This letter is written by Krista.
I hope that the turn of the year was peaceful for you and those you love. I am ever so glad to have landed in 2022.
My heart is very full as we offer up our remembrance of Archbishop Desmond Tutu this week. He passed in Cape Town the day after Christmas. For years he was at the top of my list of people I most longed to interview. The interview was elusive. Then in 2010, I was able not just to speak with him, but to sit with him while he was on private spiritual retreat at the Fetzer Institute, our longtime friend, partner, and kindred place.
And there was Tutu: at rest, yet vibrating with energy and laughter and wit. There was a fierceness to his presence, as large as the life he’d lived, the history he’d helped to shape. But at the center of it all, as he liked to say of our beautiful hurting world, there was “a heart beating with love.”
I love people who remind me, remind us, that love is not the softest force but often the fiercest. And thus it is, in fact, able to shift the world on its axis from time to time.
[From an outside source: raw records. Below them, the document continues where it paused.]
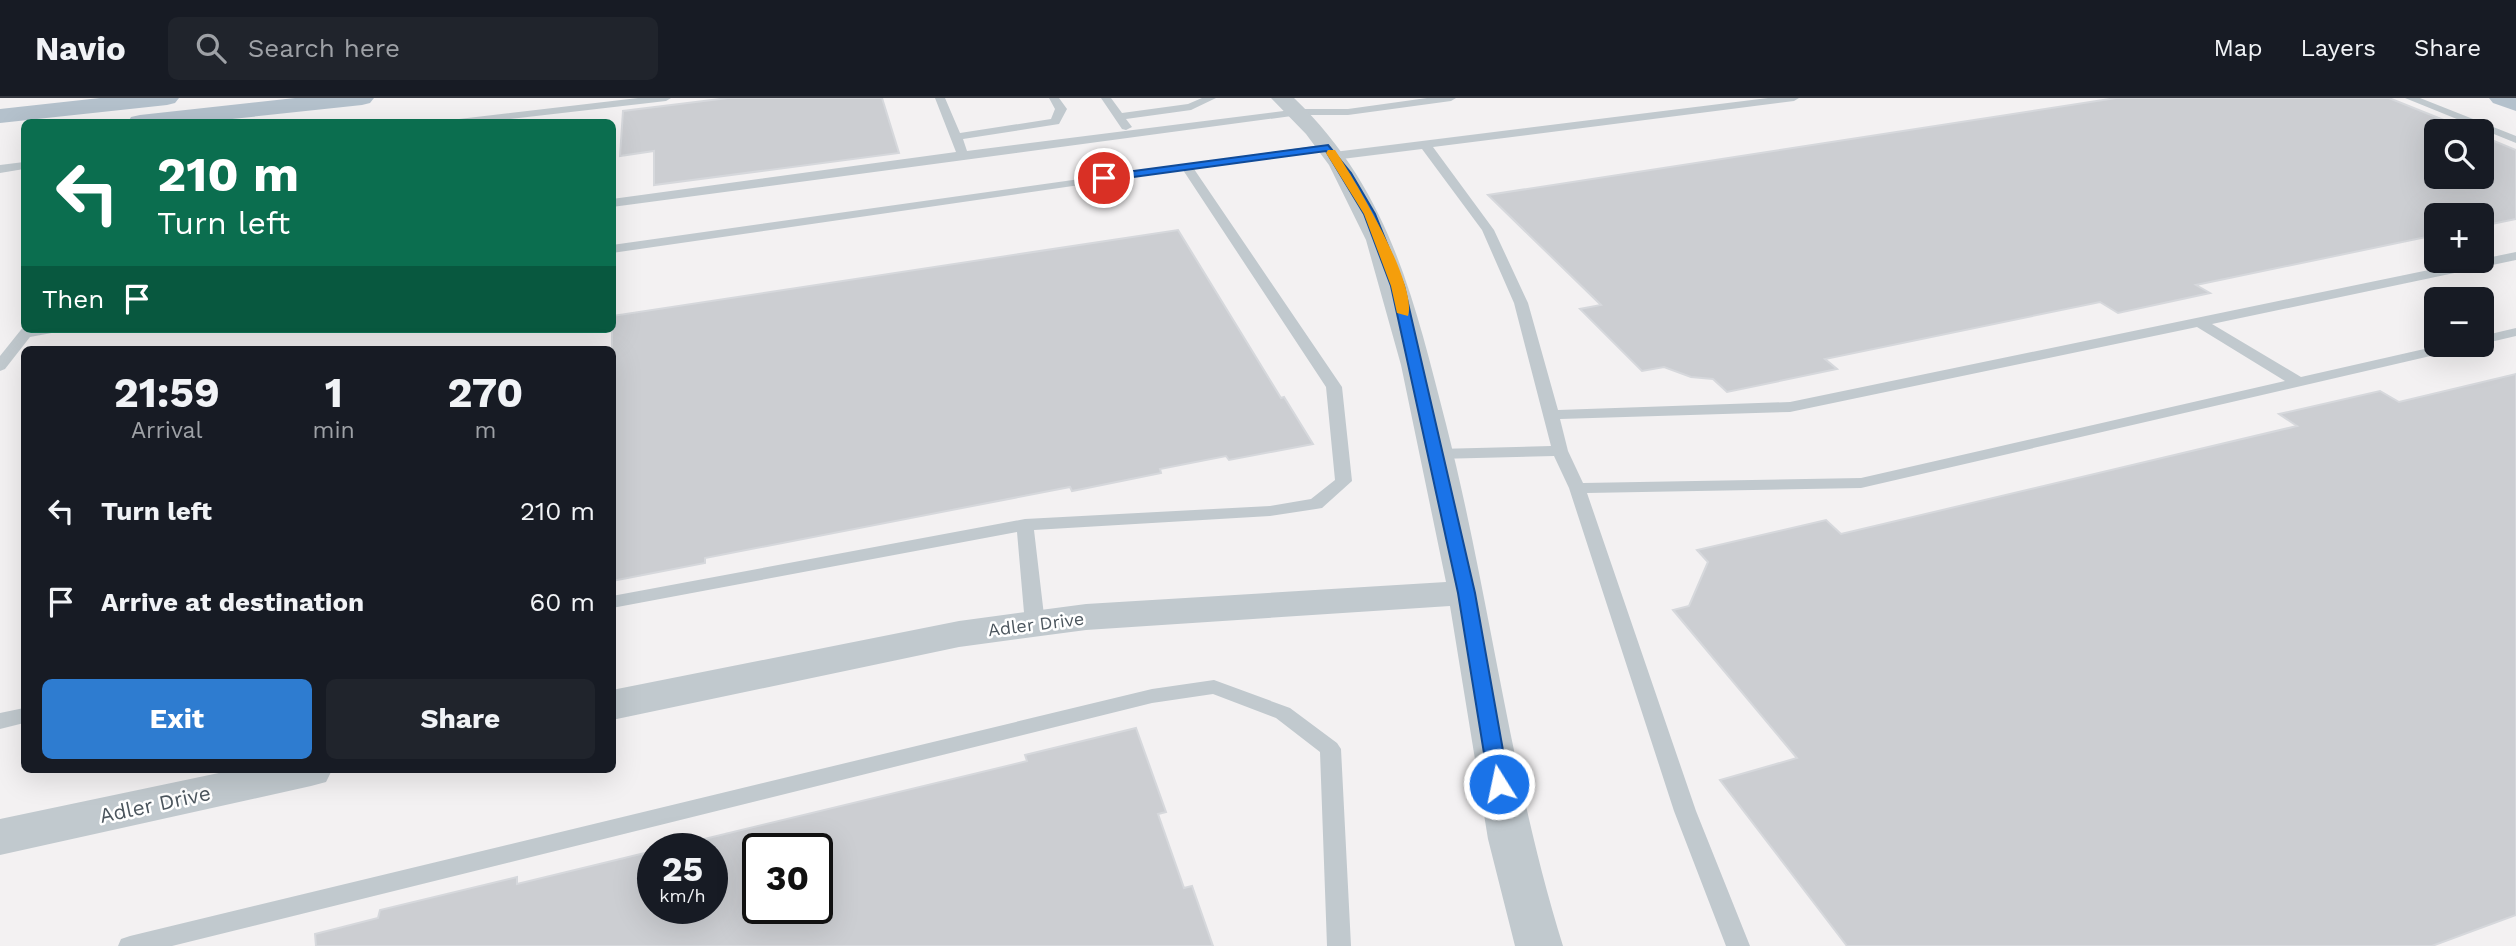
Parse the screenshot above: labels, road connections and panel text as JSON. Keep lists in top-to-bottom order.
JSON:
{
  "streets": {
    "street": ["Adler Drive"]
  },
  "page": {
    "header": "Navio",
    "search": "Search here",
    "nav": ["Map", "Layers", "Share"],
    "map_buttons": ["+", "−"],
    "turn": ["210 m", "Turn left"],
    "then": "Then",
    "eta": [
      "21:59",
      "Arrival",
      "1",
      "min",
      "270",
      "m"
    ],
    "list": [
      {
        "name": "Turn left",
        "value": "210 m"
      },
      {
        "name": "Arrive at destination",
        "value": "60 m"
      }
    ],
    "buttons": ["Exit", "Share"],
    "speed": "25 km/h",
    "limit": "30"
  }
}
As I spoke with Demond Tutu, the long work of truth, forgiveness, and reconciliation that he helped set in motion in South Africa was complicated like every arc of history and transformation — not immune from the complexity of the human condition. He understood that history is like this, that change is like this. His pragmatic imagination about digging in for the long work of transformation, of wholeness, has walked with me ever since, and has never felt more relevant than now. He embodied the seemingly contradictory qualities we must bring even to the hardest and most heartbreaking of circumstances. The healing depths of attention and compassion that he was able to bring to the horrific suffering of his country, in the Truth and Reconciliation Commission, were made possible yes by wisdom, yes by courage, yes by brilliance — but also, as we experience in the conversation I had with him, by a wicked sense of humor and an alertness to the exhilaration — “the fun” — that can be wrested amidst the hardest of struggles.
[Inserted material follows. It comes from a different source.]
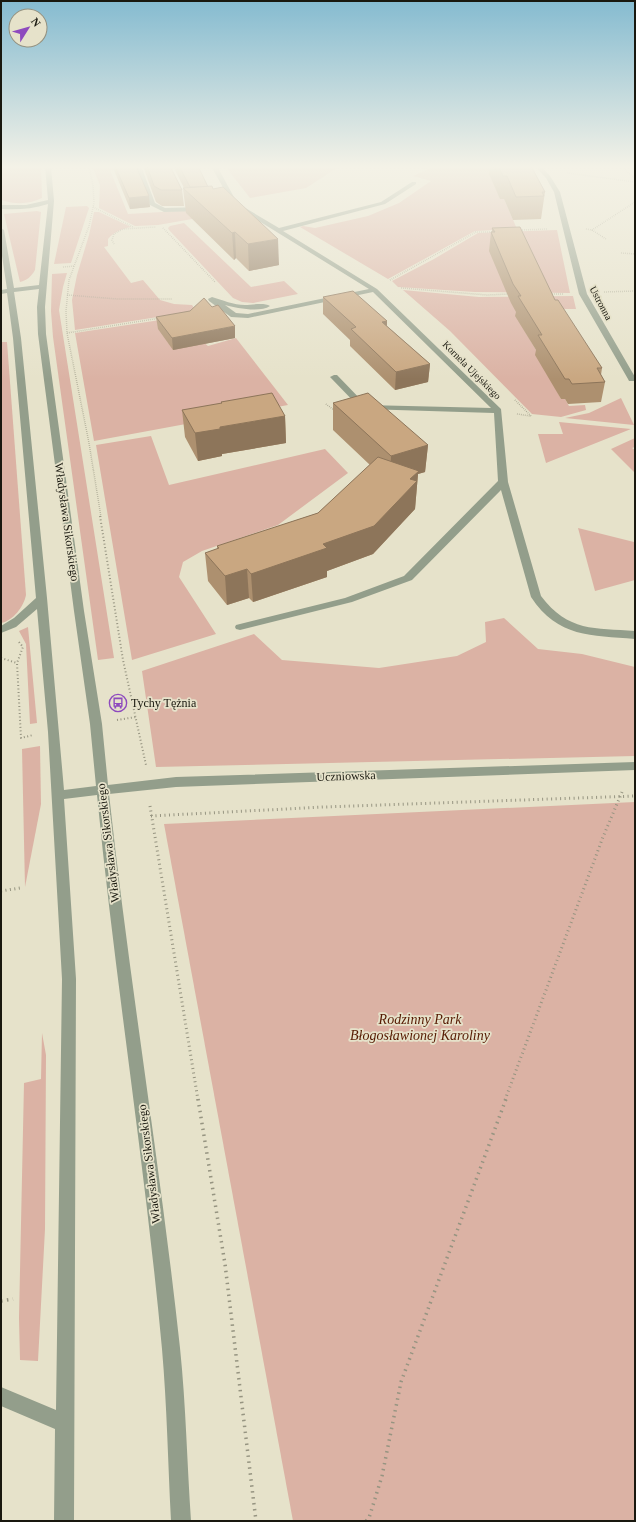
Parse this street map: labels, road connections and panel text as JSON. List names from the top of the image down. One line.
{"streets":{"street":["Ustronna","Kornela Ujejskiego","Władysława Sikorskiego","Uczniowska"]},"crossings":[["Władysława Sikorskiego","Uczniowska"]],"parks":["Rodzinny Park Błogosławionej Karoliny"],"places":{"bus stop":["Tychy Tężnia"]},"north":"top right"}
I newly appreciate that synergy of qualities as part of my own learning out of these past two terrible, strange, revelatory years. I’m examining how I’d been living before the ground shook beneath all of our feet and sent us inside in every way. I’m determined not to live constantly on the edge of exhaustion as I did before. I’m aware of the magnitude of transformation that is before us if we are to meet the vast challenges of our world in the most life-giving ways, with the best capacities of our humanity. That’s language you may have heard me use many times before. What has changed is the fierceness with which I intend to honor that the best of my capacities include and require restoration, and laughter, and joy, and “fun” as the Archbishop said, if they are to be life-giving and grounded and sustainable. They require replenishment.
This is a confessional offering. Case in point: last summer we invited you, our Pause community, on a very new and ambitious adventure, the Wisdom app. The most restorative creative thing I did before Christmas was break up our lengthy inaugural course, Hope Is a Muscle, into three shorter, more manageable, livable experiences — and create a new foundational course on Finding Replenishment. We all need that now. I need that now. (And I welcome your companionship through this new platform!) Our need for replenishment is renewable, not something to be scheduled in from time to time, but something we must learn to fold into the everyday, into the sweep and granularity of experiences of our lives. The word “replenishment” itself begins to revive me. And what a delightful truth that it is actually a pre-requisite and necessary companion for flexing that muscle of hope which is essential for the remaking of our world ahead.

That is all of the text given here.